From The Duty of Thanksgiving (1663).

No time is unseasonable to [give thanks to God]. Every moment we receive favors, and therefore every minute we owe thanks; yet there are some special seasons that do more pressingly require them. We should be like those trees that bear fruit (more or less) continually; but then more kindly, and more abundantly, when more powerfully cherished by the heavenly warmth.

When any fresh, any rare, any remarkable benefit happens to us; when prosperous success attends our honest endeavors; when unexpected favors fall as it were of their own accord into our bosoms; (like the grain in the golden age springing up without our care or our toil, for our use and enjoyment); when we are delivered from straits in our apprehension inextricable, surmount difficulties seeming insuperable, escape hazards (as we suspected) inevitable; then is a special season presented us of offering up the sacrifice of praise to the God of mercy, help, and victory.

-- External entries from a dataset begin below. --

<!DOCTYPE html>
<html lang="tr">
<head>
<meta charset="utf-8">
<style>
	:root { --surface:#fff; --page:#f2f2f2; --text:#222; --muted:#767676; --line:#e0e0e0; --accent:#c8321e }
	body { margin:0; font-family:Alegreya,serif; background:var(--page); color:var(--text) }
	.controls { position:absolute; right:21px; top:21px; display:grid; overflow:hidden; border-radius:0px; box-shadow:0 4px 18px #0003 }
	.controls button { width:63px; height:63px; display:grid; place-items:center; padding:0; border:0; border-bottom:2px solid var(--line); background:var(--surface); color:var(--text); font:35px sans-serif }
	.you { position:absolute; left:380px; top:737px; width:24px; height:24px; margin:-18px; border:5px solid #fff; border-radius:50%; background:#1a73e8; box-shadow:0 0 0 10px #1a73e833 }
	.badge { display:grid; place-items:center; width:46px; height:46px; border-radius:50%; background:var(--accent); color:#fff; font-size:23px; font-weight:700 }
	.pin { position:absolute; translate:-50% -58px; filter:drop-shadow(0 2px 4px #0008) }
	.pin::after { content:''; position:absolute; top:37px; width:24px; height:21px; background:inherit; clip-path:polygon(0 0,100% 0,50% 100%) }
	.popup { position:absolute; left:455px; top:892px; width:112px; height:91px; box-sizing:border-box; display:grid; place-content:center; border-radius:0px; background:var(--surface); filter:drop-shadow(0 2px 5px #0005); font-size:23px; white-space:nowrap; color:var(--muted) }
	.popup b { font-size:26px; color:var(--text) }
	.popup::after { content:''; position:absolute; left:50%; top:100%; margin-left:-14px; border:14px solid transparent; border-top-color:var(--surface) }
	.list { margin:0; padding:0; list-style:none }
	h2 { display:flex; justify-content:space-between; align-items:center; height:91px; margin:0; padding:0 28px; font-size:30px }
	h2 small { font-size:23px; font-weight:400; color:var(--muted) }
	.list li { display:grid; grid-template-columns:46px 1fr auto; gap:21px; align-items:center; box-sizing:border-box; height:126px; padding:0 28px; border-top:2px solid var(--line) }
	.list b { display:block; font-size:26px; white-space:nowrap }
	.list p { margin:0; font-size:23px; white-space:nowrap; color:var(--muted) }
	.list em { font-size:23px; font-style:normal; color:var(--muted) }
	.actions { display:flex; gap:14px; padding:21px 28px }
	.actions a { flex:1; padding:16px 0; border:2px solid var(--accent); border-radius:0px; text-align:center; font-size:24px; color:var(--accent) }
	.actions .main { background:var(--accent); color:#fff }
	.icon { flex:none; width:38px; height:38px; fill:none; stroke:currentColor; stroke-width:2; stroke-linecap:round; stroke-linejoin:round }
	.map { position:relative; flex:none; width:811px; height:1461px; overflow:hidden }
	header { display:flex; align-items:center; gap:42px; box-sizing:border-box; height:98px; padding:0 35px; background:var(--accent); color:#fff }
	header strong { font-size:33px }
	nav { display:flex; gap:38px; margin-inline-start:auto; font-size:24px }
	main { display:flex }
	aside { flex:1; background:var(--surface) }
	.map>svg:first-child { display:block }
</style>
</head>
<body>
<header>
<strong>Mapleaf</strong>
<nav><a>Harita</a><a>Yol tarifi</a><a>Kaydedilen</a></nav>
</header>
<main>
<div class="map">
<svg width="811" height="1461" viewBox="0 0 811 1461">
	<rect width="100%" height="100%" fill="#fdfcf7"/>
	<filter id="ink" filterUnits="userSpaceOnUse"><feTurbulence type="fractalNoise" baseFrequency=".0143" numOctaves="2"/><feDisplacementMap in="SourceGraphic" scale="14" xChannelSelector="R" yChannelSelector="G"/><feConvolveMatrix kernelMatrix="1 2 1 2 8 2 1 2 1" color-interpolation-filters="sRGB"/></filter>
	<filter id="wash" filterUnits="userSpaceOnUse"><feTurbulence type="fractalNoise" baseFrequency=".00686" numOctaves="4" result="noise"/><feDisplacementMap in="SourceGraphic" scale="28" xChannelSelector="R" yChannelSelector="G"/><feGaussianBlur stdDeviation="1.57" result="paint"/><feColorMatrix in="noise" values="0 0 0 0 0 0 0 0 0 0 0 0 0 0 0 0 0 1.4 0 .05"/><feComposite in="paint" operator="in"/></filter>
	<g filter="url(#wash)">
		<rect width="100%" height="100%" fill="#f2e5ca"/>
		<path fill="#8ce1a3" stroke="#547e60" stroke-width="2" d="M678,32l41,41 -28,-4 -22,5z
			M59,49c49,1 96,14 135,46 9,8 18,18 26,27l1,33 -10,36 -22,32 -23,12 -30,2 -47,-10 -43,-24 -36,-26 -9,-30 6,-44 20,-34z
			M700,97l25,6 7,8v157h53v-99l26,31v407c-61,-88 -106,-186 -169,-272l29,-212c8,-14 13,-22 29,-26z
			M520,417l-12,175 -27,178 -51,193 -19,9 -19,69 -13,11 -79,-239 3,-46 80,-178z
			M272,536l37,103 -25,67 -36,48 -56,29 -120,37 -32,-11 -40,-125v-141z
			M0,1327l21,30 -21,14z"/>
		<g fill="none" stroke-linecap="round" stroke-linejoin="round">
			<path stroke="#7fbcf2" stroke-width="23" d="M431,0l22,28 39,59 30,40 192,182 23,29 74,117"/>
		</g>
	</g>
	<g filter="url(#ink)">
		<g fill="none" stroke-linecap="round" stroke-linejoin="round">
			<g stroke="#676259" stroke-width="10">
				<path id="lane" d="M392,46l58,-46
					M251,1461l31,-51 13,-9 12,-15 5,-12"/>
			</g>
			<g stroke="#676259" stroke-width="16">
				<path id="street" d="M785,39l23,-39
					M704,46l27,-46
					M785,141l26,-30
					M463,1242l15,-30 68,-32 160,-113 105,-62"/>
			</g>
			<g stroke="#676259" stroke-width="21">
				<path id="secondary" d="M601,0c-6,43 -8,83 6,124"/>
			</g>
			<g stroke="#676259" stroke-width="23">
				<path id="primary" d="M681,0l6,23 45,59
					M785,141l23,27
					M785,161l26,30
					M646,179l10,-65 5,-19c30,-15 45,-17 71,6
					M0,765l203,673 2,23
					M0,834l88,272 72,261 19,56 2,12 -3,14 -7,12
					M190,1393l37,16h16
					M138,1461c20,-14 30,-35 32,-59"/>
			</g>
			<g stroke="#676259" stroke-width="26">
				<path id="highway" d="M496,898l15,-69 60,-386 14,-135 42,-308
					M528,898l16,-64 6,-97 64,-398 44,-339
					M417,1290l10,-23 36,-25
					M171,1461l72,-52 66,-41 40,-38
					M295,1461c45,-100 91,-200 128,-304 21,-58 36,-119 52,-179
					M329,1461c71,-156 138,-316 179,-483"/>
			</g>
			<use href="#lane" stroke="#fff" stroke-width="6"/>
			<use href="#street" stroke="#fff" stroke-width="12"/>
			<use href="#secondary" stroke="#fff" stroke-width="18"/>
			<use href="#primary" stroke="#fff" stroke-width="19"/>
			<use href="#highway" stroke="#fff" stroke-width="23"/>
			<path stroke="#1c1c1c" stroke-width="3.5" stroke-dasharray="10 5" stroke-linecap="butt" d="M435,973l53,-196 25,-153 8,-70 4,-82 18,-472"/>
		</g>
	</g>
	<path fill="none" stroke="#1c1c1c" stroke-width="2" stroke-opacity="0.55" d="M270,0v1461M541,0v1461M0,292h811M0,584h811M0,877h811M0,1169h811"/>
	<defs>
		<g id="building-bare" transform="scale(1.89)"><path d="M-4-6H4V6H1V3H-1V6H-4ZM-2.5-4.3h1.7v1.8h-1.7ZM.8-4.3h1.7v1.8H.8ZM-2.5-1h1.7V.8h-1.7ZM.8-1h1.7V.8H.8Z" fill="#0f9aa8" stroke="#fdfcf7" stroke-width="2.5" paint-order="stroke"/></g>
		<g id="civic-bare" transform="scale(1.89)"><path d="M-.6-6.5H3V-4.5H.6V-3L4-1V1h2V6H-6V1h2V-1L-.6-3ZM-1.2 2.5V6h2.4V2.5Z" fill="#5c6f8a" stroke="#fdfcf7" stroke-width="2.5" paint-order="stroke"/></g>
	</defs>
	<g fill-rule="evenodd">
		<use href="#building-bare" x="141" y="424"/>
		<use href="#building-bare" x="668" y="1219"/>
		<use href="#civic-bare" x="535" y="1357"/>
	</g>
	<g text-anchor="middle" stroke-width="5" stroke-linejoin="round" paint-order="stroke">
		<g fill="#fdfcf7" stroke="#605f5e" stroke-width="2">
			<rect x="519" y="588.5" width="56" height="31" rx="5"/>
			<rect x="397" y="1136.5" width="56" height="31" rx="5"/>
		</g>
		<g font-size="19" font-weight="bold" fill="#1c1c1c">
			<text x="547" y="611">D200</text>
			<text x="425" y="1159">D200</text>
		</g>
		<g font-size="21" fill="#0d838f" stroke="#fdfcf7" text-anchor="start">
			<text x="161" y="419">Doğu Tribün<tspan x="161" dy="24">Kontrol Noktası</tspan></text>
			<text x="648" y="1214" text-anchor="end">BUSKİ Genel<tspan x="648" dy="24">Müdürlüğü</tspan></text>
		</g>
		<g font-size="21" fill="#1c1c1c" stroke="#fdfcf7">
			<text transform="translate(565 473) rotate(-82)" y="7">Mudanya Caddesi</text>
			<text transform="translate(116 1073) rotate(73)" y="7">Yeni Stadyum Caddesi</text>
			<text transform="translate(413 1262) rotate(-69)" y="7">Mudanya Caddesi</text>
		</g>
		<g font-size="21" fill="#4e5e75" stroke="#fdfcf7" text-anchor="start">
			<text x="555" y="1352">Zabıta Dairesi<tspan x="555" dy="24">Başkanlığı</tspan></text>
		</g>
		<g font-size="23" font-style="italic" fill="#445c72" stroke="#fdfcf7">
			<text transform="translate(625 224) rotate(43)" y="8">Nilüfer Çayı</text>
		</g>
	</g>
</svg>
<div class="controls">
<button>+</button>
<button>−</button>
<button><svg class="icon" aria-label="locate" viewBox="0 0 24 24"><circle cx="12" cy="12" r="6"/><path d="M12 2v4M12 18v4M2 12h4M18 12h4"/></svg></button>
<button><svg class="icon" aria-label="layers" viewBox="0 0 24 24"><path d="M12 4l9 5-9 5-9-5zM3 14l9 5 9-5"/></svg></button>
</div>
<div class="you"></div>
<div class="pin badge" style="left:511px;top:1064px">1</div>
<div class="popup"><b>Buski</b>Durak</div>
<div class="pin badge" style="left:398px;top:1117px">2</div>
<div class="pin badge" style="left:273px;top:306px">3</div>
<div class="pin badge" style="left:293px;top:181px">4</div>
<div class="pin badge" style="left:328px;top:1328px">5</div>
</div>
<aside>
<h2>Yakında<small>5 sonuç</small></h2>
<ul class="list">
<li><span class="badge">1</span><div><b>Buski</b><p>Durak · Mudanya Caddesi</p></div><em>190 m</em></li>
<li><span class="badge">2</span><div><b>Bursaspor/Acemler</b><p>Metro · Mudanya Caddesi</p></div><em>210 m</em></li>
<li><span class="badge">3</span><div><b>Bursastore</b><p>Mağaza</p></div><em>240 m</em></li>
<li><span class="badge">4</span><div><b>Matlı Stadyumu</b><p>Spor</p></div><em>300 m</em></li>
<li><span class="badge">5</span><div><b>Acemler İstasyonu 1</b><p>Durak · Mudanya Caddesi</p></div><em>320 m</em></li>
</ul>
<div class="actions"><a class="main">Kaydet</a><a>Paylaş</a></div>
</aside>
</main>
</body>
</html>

When we consider in our minds (as we should often do) the favorable passages of providence, that in the whole course of our lives have befallen us: how in our extreme poverty and distress (when perhaps no help appeared, and all hopes seemed to fail us), God has raised up friends for us, who have commiserated, comforted, and helped us; and not only so, but hath changed our sorrowful condition into a state of joy; has (to use the Psalmist’s expressions), “Turned our mourning into dancing” (Ps. 30:11); hath “Put off our sackcloth, and girded us with gladness;” hath “Considered our trouble, and known our soul in adversity; hath “Set our feet in a large  room” (Ps. 31:7,8) and furnished us with plentiful means of subsistence ; how in the various changes and adventures, and travels of our life, upon sea and land, at home and abroad, among friends and strangers and enemies, he hath protected us from wants and dangers; from devouring diseases, and the disorders of infectious air; from the assaults of bloody thieves and barbarous pirates; from the rage of fire, and fury of tempests; from disastrous casualties; from treacherous surprises; from open mischiefs, that with a dreadful face approached and threatened our destruction; then most appropriately should we with all thankful exultation of mind admire and celebrate our “Strength and our deliverer” (Ps. 40:17); our faithful “Refuge in trouble” (Ps. 9:9), and “The rock of our salvation” (Ps. 90:1).

Isaac Barrow (1630-1677) was an English Anglican priest and scholar, one of the most influential preachers of the Restoration period. He held professorships in Greek and mathematics at Cambridge, and was master of Trinity Hall. He played a significant role in the development of calculus and deeply influenced his most famous student, Sir Isaac Newton. This sermon was preached at Great St. Mary’s, the university church of Cambridge.